T-Mobile annotates Verizon ad to introduce a counter-narrative
With cell phone commercials everywhere and TVs now DVR enabled to allow us to fast forward through commercials, it is possible that a recent spate of ads for Verizon Wireless and T-Mobile might not have captured the attention of educators the way it captured mine. Amidst the noise coming from disinteresting carrier wars came a visually stimulating ad meant to illustrate Verizon wireless' superiority over the competition. The response from their competitor T-Mobile, which published on YouTube just under a month later struck me as a unique model of advertising remix, meant to challenge the claims of the Verizon ad and perhaps provoke a critical "reread" of Verizon's add. The two ads together tell a story about the potential for annotation as action and also the power of the web as a medium for pushing back on dominant media narratives.Verizon's ad
T-Mobile's mark up
Three things I took away from my quick comparison:
1. The simplicity of Verizon's ad allowed space for pop ups. Since Verizon's ad is everywhere, interested consumers have enough familiarity with the content of the original ad to understand T-Mobile's critical markup.
2. T-Mobile's add prompts viewers to reread the Verizon ad. The best example of this is the text and arrow that exclaim, "Holy small print, Batman!" Interesting how they reference the history of the pop-up quotation bubble.
3. There is a crude joke that runs through the T-Mobile ad, repeatedly referring to Verizon Wireless' balls. The over-the-top snark of this double entendre attempts to bring a form of Internet flaming mainstream.
T-mobile's attempt to undercut Verizon's narrative is noteworthy because it shows how informal media channels and participatory culture have opened a door for using effective remix and digital annotation as an action campaign.
Cenk Uygur annotates a CNN interview to introduce a critical narrative about CNN's journalism
Actress Susan Sarandon has begun stumping for Bernie Sanders' presidential campaign and recently sat down with both CNN and the progressive YouTube news channel The Young Turks. The video below is Cenk Uygur's critical contrast of the two interviews. Instead of delving deeper into Sarandon's answers or her known liberal politics, he introduces a counter narrative about the CNN interview, claiming that the questions reveal the biases of wealthy CNN journalists. He argues that the groupthink in the CNN newsroom makes them dismissive of Sanders' progressive message and colors their approach to covering Sarandon's endorsement.
Three parallel things I noticed
1. Like the Verizon ad above, CNN's format lends itself to a critical markup. Interviews are short and dominated by the questioner who is trying to create a low-substance one minute debate with the hopes of conveying lite controversy just before the next commercial break.
2. Uygur's commentary introduces a critical lens for rereading CNN's Sarandon interview and, going forward, for watching CNN's journalists critically as they conduct interviews throughout the election season.

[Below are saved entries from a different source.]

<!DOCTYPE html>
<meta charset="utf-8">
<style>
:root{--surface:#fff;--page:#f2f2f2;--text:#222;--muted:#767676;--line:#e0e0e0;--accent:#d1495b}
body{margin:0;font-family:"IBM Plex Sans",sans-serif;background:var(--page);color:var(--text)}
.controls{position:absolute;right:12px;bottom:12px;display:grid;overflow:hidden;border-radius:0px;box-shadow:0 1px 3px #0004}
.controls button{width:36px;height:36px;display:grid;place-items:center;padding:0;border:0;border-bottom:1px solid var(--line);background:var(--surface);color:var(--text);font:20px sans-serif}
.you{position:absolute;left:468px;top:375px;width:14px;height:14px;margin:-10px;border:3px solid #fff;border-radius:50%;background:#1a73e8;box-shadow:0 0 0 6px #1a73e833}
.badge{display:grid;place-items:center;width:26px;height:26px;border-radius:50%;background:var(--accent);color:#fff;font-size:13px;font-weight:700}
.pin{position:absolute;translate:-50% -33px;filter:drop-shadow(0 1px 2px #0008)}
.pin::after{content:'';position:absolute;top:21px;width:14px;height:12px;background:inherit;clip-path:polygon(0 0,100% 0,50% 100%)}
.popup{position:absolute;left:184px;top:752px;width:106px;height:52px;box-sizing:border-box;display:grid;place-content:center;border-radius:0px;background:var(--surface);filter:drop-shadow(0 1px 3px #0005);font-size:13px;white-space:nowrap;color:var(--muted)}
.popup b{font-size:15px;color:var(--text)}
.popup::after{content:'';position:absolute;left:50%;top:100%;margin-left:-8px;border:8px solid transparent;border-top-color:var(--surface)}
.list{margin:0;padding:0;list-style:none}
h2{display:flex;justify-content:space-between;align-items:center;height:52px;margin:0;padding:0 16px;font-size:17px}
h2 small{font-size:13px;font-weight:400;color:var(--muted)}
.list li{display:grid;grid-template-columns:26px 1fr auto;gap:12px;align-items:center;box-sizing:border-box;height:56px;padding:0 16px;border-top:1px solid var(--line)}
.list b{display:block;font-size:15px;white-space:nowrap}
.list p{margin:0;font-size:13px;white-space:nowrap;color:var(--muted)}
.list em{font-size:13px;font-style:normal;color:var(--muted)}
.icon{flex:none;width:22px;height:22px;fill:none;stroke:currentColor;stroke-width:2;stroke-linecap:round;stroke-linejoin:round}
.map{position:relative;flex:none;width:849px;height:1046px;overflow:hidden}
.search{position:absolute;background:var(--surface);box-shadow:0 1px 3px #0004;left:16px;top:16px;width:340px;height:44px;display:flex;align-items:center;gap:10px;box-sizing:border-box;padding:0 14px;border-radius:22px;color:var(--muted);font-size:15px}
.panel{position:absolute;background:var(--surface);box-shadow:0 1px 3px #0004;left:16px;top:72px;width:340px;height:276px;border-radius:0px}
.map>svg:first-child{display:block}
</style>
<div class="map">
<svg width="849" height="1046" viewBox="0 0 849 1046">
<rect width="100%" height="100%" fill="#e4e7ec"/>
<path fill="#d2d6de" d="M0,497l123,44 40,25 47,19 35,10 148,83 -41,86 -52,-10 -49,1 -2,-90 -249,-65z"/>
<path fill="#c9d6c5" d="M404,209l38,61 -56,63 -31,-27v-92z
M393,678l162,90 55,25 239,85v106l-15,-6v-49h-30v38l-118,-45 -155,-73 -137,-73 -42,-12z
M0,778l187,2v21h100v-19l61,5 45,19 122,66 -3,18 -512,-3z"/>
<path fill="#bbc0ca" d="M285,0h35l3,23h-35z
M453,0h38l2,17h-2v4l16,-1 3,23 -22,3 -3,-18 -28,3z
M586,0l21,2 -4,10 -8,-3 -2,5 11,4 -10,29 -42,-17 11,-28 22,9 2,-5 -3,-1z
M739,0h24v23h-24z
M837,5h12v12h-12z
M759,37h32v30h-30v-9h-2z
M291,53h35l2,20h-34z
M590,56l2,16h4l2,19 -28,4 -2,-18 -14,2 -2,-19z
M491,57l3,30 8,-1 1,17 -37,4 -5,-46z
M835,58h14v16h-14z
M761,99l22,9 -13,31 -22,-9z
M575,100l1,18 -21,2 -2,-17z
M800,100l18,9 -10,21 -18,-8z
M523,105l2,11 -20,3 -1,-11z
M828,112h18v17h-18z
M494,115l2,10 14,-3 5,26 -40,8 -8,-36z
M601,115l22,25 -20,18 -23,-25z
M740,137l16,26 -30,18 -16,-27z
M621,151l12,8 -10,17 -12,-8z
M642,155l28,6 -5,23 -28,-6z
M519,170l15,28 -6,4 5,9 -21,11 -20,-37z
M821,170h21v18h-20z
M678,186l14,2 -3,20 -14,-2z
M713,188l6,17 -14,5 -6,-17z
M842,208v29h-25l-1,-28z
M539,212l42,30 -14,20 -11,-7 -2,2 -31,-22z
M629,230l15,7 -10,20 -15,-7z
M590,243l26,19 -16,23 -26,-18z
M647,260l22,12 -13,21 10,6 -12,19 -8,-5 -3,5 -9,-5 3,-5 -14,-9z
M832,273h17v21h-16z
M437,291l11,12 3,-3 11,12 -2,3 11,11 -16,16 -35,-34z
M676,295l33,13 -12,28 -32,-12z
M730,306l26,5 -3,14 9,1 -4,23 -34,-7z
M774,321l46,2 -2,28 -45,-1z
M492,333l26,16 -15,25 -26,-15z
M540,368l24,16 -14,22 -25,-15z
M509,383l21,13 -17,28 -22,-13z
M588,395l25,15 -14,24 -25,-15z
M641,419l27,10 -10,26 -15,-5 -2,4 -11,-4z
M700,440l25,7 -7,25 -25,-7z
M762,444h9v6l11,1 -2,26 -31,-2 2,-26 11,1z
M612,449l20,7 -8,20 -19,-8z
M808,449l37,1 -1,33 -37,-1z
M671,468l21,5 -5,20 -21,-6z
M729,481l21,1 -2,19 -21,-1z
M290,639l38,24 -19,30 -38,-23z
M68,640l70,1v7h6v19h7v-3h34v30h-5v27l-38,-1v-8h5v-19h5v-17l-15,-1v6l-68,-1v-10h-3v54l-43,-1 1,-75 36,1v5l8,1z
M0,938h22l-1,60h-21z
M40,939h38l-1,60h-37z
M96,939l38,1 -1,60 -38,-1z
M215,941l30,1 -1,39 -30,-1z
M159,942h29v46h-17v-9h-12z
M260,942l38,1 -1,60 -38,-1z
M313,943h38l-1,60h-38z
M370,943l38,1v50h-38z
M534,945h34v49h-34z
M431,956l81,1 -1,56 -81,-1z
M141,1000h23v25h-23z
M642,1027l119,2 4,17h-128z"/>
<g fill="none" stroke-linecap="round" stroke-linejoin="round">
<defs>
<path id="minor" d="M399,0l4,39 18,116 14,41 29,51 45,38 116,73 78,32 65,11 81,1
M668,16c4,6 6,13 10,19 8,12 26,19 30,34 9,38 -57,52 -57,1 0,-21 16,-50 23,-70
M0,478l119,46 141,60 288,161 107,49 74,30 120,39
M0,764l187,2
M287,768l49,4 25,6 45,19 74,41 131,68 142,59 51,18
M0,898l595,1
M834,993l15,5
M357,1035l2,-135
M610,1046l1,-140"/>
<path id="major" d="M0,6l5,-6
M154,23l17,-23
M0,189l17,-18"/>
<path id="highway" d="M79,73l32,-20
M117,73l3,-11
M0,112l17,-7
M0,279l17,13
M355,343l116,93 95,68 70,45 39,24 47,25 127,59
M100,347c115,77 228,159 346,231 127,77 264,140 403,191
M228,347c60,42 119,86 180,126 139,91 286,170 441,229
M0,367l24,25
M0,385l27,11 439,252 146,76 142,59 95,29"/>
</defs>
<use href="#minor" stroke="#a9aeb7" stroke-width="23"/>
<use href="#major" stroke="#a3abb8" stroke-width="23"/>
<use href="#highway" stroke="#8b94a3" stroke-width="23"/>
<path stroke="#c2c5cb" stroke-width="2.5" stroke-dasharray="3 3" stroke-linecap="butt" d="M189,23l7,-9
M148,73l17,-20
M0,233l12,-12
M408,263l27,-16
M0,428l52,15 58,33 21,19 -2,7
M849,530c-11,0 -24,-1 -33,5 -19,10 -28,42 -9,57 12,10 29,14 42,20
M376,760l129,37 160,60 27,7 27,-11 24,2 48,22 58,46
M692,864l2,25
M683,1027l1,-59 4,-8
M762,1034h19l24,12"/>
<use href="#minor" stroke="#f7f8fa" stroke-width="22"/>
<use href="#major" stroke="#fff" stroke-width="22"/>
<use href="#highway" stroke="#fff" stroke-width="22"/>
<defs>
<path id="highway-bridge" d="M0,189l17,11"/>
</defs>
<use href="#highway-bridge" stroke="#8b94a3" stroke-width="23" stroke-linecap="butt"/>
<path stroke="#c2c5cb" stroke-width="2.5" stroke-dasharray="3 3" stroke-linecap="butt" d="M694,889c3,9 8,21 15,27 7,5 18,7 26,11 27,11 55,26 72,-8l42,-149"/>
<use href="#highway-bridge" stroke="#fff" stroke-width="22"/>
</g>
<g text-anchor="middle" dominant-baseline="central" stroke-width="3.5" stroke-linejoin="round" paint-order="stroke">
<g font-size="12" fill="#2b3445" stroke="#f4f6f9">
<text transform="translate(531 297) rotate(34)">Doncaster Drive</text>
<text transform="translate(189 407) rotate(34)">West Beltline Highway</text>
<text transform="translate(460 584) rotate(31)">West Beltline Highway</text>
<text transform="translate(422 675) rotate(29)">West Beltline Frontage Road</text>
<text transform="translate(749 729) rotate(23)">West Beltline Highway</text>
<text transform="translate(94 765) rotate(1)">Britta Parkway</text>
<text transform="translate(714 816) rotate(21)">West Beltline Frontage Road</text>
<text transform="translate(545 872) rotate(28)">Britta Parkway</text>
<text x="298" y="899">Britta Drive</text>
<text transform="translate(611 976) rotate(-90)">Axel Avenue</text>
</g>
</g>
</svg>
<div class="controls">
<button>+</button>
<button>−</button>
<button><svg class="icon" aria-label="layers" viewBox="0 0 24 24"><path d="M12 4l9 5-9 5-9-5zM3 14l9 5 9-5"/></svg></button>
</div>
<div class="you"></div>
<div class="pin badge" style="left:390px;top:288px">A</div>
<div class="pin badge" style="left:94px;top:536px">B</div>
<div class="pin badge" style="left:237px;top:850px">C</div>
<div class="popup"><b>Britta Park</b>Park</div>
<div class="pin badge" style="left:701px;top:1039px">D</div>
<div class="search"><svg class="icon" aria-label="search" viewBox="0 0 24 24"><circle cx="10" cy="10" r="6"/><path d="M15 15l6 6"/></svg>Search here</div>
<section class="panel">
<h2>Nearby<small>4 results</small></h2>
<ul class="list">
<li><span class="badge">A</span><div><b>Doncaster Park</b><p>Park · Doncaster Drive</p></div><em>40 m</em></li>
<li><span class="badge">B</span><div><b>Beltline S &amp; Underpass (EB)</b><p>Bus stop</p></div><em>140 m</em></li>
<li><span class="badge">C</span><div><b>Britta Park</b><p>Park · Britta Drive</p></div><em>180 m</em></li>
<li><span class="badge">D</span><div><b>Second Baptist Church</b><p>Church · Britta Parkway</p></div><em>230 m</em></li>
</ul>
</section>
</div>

3. He closes the segment by leveraging the informal language of internet flaming to question why anyone goes on CNN to "deal with this crap" and boasting "I guess that's why we're beating CNN all over the Internet."
Like T-mobile's attempt to undercut Verizon's narrative, this critique shows how informal media channels and participatory culture have opened a door for using effective remix and digital annotation as an action campaign.
These models, and the parallels between them, suggest a powerful intersection at the corners of critical media literacy, digital remix and social annotation. How might those intersections engage youth and help them discover their voices and agency in a new media landscape? How might this intersection inform reading instruction in schools?